• _Source data_
[Start of section]
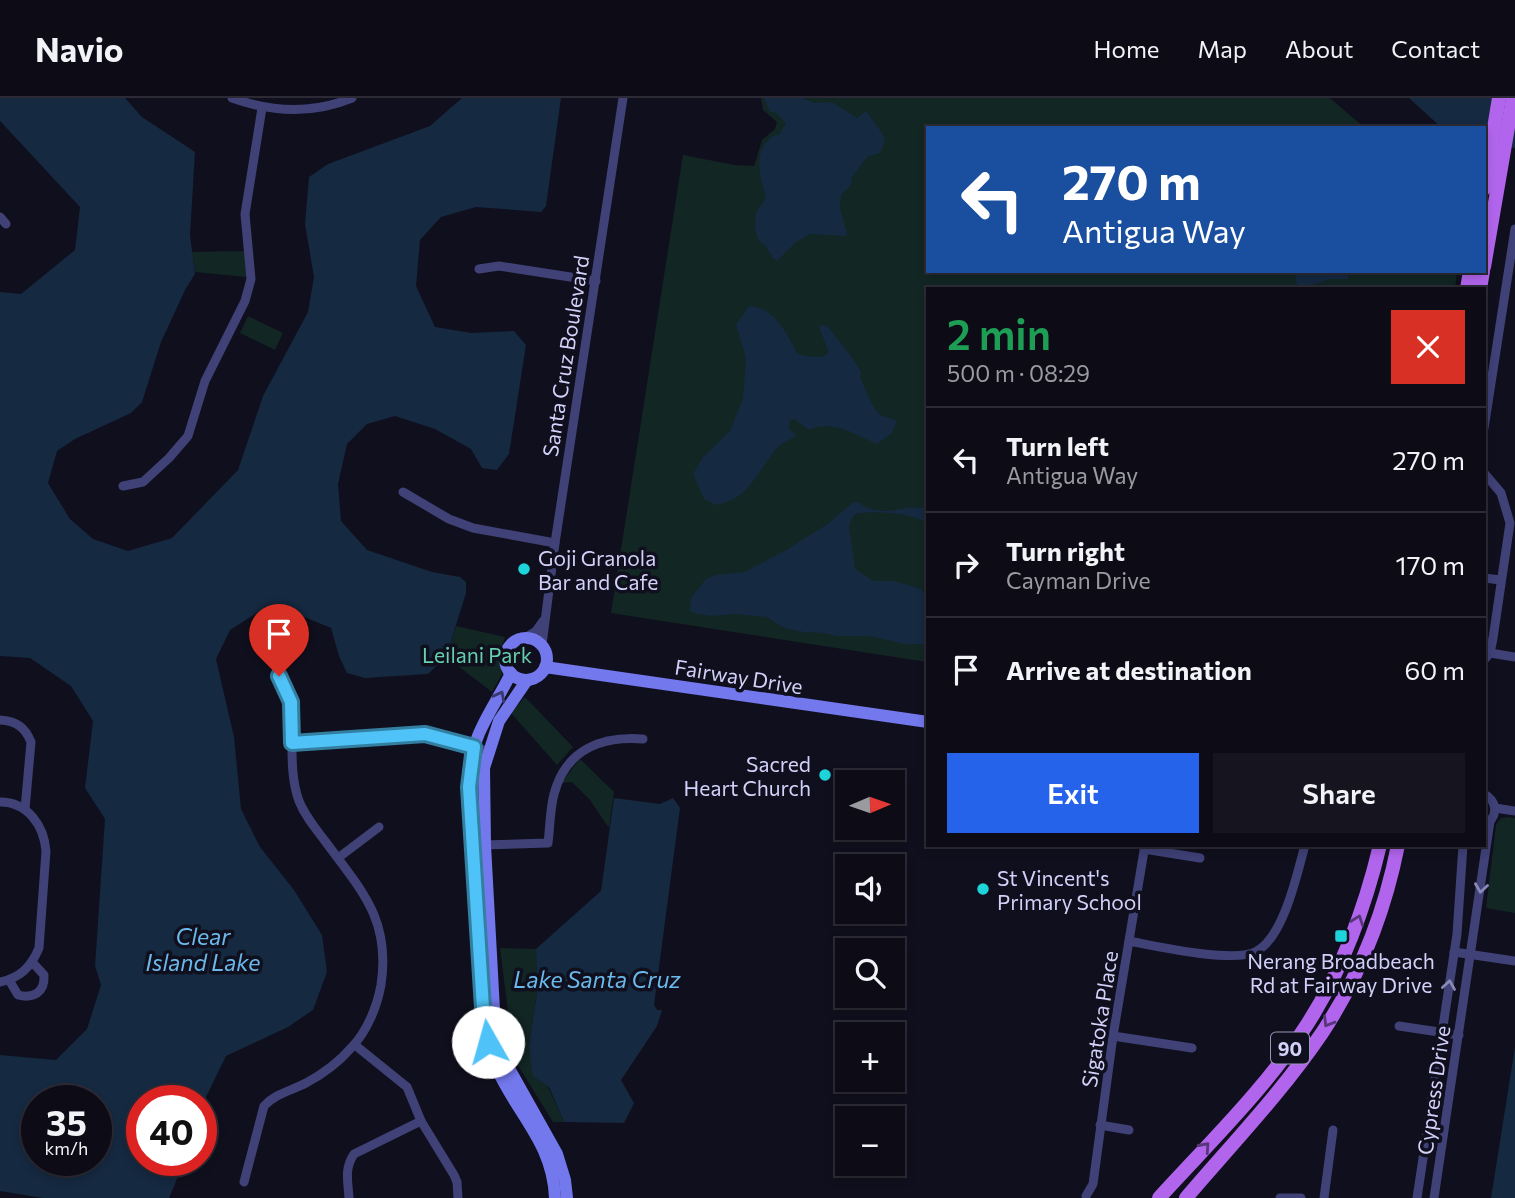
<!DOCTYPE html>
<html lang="en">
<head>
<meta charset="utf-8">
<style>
  :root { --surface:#0c0b16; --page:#15141f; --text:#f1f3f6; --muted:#9a9ba1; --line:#2c2b35; --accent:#2563eb }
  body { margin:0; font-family:Commissioner,sans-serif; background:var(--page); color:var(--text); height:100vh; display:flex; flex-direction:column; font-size:26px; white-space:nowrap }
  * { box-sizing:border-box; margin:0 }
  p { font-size:23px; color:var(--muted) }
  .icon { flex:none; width:38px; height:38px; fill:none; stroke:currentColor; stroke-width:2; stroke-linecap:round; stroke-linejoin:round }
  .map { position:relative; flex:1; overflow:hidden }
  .drawer { position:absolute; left:926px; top:189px; width:560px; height:560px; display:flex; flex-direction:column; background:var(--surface); border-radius:0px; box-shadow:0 4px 10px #0003,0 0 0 2px var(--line) }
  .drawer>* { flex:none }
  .guide { position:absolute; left:926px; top:28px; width:560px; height:147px; border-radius:0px; box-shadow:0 4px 10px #0003,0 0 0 2px var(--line); background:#1a4fa0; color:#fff; overflow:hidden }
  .needle { width:46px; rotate:88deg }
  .controls { position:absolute; left:835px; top:672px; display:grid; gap:14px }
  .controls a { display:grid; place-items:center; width:70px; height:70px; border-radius:0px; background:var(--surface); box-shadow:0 4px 10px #0003,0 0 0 2px var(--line); font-size:35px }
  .speed { position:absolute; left:21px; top:987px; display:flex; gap:14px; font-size:35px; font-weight:700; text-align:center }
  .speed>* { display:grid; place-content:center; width:91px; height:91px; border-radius:50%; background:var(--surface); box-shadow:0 4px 10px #0003,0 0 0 2px var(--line); line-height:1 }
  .speed small { font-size:18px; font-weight:400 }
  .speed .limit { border:10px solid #d22; background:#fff; color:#111 }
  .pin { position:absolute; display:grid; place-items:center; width:60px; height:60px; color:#fff; margin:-72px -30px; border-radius:50% 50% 50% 0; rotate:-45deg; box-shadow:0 0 7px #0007 }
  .pin .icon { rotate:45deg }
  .me { position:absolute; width:77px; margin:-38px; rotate:353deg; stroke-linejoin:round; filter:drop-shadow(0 0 5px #0008) }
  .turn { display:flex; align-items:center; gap:24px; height:147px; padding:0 21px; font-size:32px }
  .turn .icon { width:91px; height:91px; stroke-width:2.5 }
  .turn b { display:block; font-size:49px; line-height:60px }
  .round { display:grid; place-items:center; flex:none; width:74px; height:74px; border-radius:0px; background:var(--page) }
  .overview { display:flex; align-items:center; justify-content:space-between; height:119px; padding:0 21px }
  h1 { font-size:42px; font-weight:600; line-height:52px; color:#1e9e55 }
  .cta { display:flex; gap:14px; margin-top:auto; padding:14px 21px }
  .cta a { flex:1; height:80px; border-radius:0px; background:var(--accent); color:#fff; font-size:28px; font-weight:600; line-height:80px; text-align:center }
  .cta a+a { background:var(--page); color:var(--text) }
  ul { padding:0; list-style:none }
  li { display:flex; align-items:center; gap:21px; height:105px; padding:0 21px; border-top:2px solid var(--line) }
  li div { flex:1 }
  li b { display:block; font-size:26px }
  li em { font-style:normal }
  header { display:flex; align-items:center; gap:42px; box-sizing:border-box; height:98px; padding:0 35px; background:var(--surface); border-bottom:2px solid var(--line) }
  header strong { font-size:33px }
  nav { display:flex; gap:38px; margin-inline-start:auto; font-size:24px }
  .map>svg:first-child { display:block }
  .green { fill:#122624 }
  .water { fill:#152941; fill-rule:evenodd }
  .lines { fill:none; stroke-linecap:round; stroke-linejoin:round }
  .street { stroke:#3f4177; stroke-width:9 }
  .secondary { stroke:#7378ed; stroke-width:12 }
  .primary { stroke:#b165ec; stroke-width:14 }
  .oneway { stroke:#383970 }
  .oneway2 { stroke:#8989b8 }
  .oneway3 { stroke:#58367a }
  .route-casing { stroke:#337fa1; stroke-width:18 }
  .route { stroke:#4fc3f7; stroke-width:12 }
  .poi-dot { fill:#1cd4da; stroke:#100f1d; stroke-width:2.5 }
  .labels { text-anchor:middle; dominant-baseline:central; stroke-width:7; stroke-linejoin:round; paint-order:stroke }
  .shield { fill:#100f1d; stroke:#9897b7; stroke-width:2 }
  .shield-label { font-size:19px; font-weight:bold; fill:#d3d1f9 }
  .street-label { font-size:21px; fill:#d3d1f9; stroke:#100f1d }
  .poi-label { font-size:21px; fill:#d3d1f9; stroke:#100f1d; text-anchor:start }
  .park-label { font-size:21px; fill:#66cfae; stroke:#100f1d }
  .water-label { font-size:23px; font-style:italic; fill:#6bb9ec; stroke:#100f1d }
</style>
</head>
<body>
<header>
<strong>Navio</strong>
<nav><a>Home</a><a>Map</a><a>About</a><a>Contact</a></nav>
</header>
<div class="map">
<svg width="1515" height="1100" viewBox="0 0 1515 1100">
  <rect width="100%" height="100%" fill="#100f1d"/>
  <!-- green -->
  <g class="green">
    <path d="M761 0H1330L1365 30H928V173H1457L1455 191H928L927 564 611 515 683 57 735 67 754 68 762 42 775 31 777 24 763 12Z"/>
    <path d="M245 153 247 179 195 174 192 154Z"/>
    <path d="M248 218 283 235 275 252 240 235Z"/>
    <path d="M456 528 505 539 499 557 502 576 492 594 446 559Z"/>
    <path d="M525 599 573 649 557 667 511 615Z"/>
    <path d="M580 661 614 694 609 730 590 702 572 684 561 685Z"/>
    <path d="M1509 719 1515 720V815L1486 810 1496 727 1501 720Z"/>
    <path d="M500 850 536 851 537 895 529 947 564 1024H553L514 961Z"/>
  </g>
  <!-- water -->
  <g class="water">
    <path d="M0 0H125L142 19 195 54 190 137 195 176 186 190 161 244 142 304 131 315 75 341 57 353 48 385 70 421 93 441 128 453 172 440 238 372 263 298 308 214 314 179 305 126 309 79 328 66 430 28 462 0H561L546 108 541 114 476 109 441 119 420 142 416 188 435 229 471 235 514 233 526 247 509 356 497 372 482 370 471 351 435 331 395 318 367 326 347 346 338 386 341 423 367 452 432 474 460 479 466 484V495L446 559 428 576 365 580 347 575 339 558 331 530 297 516 260 513 230 532 216 561 234 639 241 711 260 749 294 792 322 837 327 874 313 912 288 929 226 958 203 1005 201 1015V1003H142V1062H185L169 1100H43L0 1093V957L56 962 87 931 101 887 95 868 105 721 85 690 93 623 71 588 30 560 0 558V194L21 196 75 152 80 109 0 23ZM37 1003H96V1062H37Z"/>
    <path d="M764 0H803L814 5 832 4 857 20 866 13 882 35 885 43 880 55 867 59 852 79 851 87 841 97 840 110 847 135 846 138 810 136 796 144 777 163 773 160 766 148 759 143 755 132 756 114 766 100C760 78 751 51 775 37H779L786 25 775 14H770Z"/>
    <path d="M1409 0H1515V50L1484 46V30H1442Z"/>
    <path d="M1297 173H1336L1348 177V181H1330L1299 191 1295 181Z"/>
    <path d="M749 208C775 209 787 236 797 255 801 258 815 259 821 259L827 256 828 252 819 229 820 227 827 228C839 243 851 256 861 274L860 278C864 288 872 311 881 317 886 320 892 320 897 323L892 335 877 346C855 337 834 321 809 332L794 321 790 323 789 331 796 337C791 343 784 343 778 349 757 372 751 401 716 407L704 401 693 376 703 359 730 333 743 300 746 260 736 227Z"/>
    <path d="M853 404C862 404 866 411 875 412 893 416 909 406 927 411V425C913 415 872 412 855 416L850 424 849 430 855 471 873 483H894L921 491 927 500V546H905L869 538H836L825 535 804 534 784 530 767 519 734 516 712 518 697 516 690 513 691 500 706 481 716 477 744 474 783 454 829 425Z"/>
    <path d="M614 700 660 706 673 700 680 710 654 907 657 912H662L657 928 621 982 634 1005 624 1025 564 1024 549 989 533 978 529 947 537 895 536 851 601 793Z"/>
    <path d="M1515 949V1100H1491Z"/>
  </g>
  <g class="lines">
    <!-- street -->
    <g class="street">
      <path d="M232 0C271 14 313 16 352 0"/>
      <path d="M0 119 6 126"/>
      <path d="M479 171 499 168 596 183"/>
      <path d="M1484 330 1515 131"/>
      <path d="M1484 375 1501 395 1510 425 1493 540 1490 555 1484 562"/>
      <path d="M123 388 143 384 169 360 188 338 205 283 245 203 251 181 245 116 262 10"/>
      <path d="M403 394 449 421 473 430 555 445"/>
      <path d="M1484 480 1501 482"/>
      <path d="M525 540 536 533 543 523"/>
      <path d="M542 547 555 445 623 0"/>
      <path d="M1490 555 1515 559"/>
      <path d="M0 622C16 623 25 629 31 644L25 711"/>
      <path d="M292 645 425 636 488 653"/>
      <path d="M1484 696C1497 703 1498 716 1488 725"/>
      <path d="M0 704C28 704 44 728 46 753L39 850C31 869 20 880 0 884"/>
      <path d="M1495 710 1515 713"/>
      <path d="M481 747 548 745C550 729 550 711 554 696 566 651 602 638 643 641"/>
      <path d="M1144 751 1200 760"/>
      <path d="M338 760 379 729"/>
      <path d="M1129 843C1156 848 1235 866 1257 853 1284 838 1297 776 1305 747"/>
      <path d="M1454 854 1515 863"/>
      <path d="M9 882 18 897C34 901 45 894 44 877L33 865"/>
      <path d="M1399 928 1459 937"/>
      <path d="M1113 938 1192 950"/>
      <path d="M355 947 407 989 421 1023 454 1077 457 1084 458 1100"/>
      <path d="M1100 1027 1129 1032"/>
      <path d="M244 1084 264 1008C276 995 291 993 306 985 323 976 339 964 352 949 367 933 377 909 381 887 391 821 361 792 325 743 315 730 305 718 299 703 288 673 294 638 291 607 290 597 283 587 279 577"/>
      <path d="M1086 1098 1093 1086 1113 938 1145 747"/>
      <path d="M349 1100C348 1083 344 1071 354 1056L421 1023"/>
      <path d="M1280 1100H1301"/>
      <path d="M1324 1100 1333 1032"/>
      <path d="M1417 1100 1457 836 1463 747"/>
      <path d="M1434 1100 1490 723"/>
    </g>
    <!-- secondary -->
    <g class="secondary">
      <circle cx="526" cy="561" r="21"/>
      <path d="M545 569 928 624"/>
      <path d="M511 575C502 594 491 610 482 629 472 648 471 668 469 689L483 910C485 931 488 953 498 973 519 1018 553 1046 555 1100"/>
      <path d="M527 582 499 623 484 670 485 747 494 912 501 956 557 1056 565 1082 567 1100"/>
    </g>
    <!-- primary -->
    <g class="primary">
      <path d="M1484 91 1499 0"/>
      <path d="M1484 169 1513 0"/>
      <path d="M1467 191 1470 173"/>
      <path d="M1480 191 1483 173"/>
      <path d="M1159 1100C1210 1044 1267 989 1308 925 1343 870 1365 810 1380 747"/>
      <path d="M1186 1100C1232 1046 1282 994 1322 935 1359 879 1385 813 1398 747"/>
    </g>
  </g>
  <!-- one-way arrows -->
  <defs><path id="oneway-chevron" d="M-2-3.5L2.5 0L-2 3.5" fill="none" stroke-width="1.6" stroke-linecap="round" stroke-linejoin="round" transform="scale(1.75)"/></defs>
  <use class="oneway" href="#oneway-chevron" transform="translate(500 598) rotate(-62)"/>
  <g class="oneway2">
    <use href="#oneway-chevron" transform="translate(1481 790) rotate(98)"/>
    <use href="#oneway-chevron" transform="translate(1449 887) rotate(-81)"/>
  </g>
  <g class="oneway3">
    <use href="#oneway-chevron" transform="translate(1358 822) rotate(-70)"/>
    <use href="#oneway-chevron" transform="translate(1328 924) rotate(121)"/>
    <use href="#oneway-chevron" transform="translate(1205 1049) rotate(-48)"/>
  </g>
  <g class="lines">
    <defs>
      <path id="route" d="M279 578 291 604 292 645 425 636 474 649 469 689 483 910 488 944"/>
    </defs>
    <!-- route casing -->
    <use href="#route" class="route-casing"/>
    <!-- route -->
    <use href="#route" class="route"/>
  </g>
  <!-- markers -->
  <g class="poi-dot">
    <circle cx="524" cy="471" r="7"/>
    <circle cx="825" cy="677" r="7"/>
    <circle cx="983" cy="791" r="7"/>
    <rect x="1334" y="831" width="14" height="14" rx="3.5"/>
  </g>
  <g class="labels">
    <!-- shield labels -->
    <rect class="shield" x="1271" y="934.5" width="38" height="31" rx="5"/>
    <g class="shield-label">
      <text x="1290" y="950">90</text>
    </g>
    <!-- street labels -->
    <g class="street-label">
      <text transform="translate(565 258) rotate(-81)">Santa Cruz Boulevard</text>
      <text transform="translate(739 578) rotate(9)">Fairway Drive</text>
      <text transform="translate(1099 921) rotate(-81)">Sigatoka Place</text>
      <text transform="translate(1433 992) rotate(-82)">Cypress Drive</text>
    </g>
    <!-- poi labels -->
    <g class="poi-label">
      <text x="538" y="459">Goji Granola<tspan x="538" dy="24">Bar and Cafe</tspan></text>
      <text x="811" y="665" text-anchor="end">Sacred<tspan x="811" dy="24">Heart Church</tspan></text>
      <text x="997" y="779">St Vincent's<tspan x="997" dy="24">Primary School</tspan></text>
      <text x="1341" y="862" text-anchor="middle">Nerang Broadbeach<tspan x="1341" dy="24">Rd at Fairway Drive</tspan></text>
    </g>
    <!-- park labels -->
    <g class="park-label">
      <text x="477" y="556">Leilani Park</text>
    </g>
    <!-- water labels -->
    <g class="water-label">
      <text x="203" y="838">Clear<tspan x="203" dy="26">Island Lake</tspan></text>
      <text x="597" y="881">Lake Santa Cruz</text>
    </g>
  </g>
</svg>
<div class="controls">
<a><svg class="needle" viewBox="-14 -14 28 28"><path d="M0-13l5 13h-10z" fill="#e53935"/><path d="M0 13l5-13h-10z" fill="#9a9ba1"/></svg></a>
<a><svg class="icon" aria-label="sound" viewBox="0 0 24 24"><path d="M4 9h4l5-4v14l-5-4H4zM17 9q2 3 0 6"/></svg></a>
<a><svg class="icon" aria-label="search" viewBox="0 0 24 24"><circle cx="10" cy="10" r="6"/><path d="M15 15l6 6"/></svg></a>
<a>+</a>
<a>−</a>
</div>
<div class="speed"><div>35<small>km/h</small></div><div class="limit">40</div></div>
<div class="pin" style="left:279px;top:578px;background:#d93025"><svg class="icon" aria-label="arrive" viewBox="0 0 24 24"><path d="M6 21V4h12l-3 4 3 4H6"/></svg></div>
<svg class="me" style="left:488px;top:944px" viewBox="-20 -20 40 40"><circle r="19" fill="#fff"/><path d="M0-13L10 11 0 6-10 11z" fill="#4fc3f7"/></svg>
<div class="guide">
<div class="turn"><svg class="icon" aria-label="left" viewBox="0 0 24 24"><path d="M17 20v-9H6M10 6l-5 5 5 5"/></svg><div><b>270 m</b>Antigua Way</div></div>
</div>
<section class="drawer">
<div class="overview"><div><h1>2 min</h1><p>500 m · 08:29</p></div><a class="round" style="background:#d93025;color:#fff"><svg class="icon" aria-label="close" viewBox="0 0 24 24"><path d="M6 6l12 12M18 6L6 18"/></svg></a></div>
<ul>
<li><svg class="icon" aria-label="left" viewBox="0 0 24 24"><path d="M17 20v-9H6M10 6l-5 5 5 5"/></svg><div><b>Turn left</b><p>Antigua Way</p></div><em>270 m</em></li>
<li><svg class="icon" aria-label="right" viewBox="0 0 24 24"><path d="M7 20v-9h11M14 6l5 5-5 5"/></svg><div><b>Turn right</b><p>Cayman Drive</p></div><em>170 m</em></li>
<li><svg class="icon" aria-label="arrive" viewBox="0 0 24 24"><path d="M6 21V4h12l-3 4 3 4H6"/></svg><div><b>Arrive at destination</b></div><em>60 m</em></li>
</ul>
<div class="cta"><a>Exit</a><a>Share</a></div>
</section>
</div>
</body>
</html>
[End of section]
• _What you need to do_
Start with the line above that contains "position:absolute; left:835px; top:672px;" and stop after the line that contains "display:grid; place-items:center; width:70px;". Output those lines exactly, and only those.

• _Response to this task_
  .controls { position:absolute; left:835px; top:672px; display:grid; gap:14px }
  .controls a { display:grid; place-items:center; width:70px; height:70px; border-radius:0px; background:var(--surface); box-shadow:0 4px 10px #0003,0 0 0 2px var(--line); font-size:35px }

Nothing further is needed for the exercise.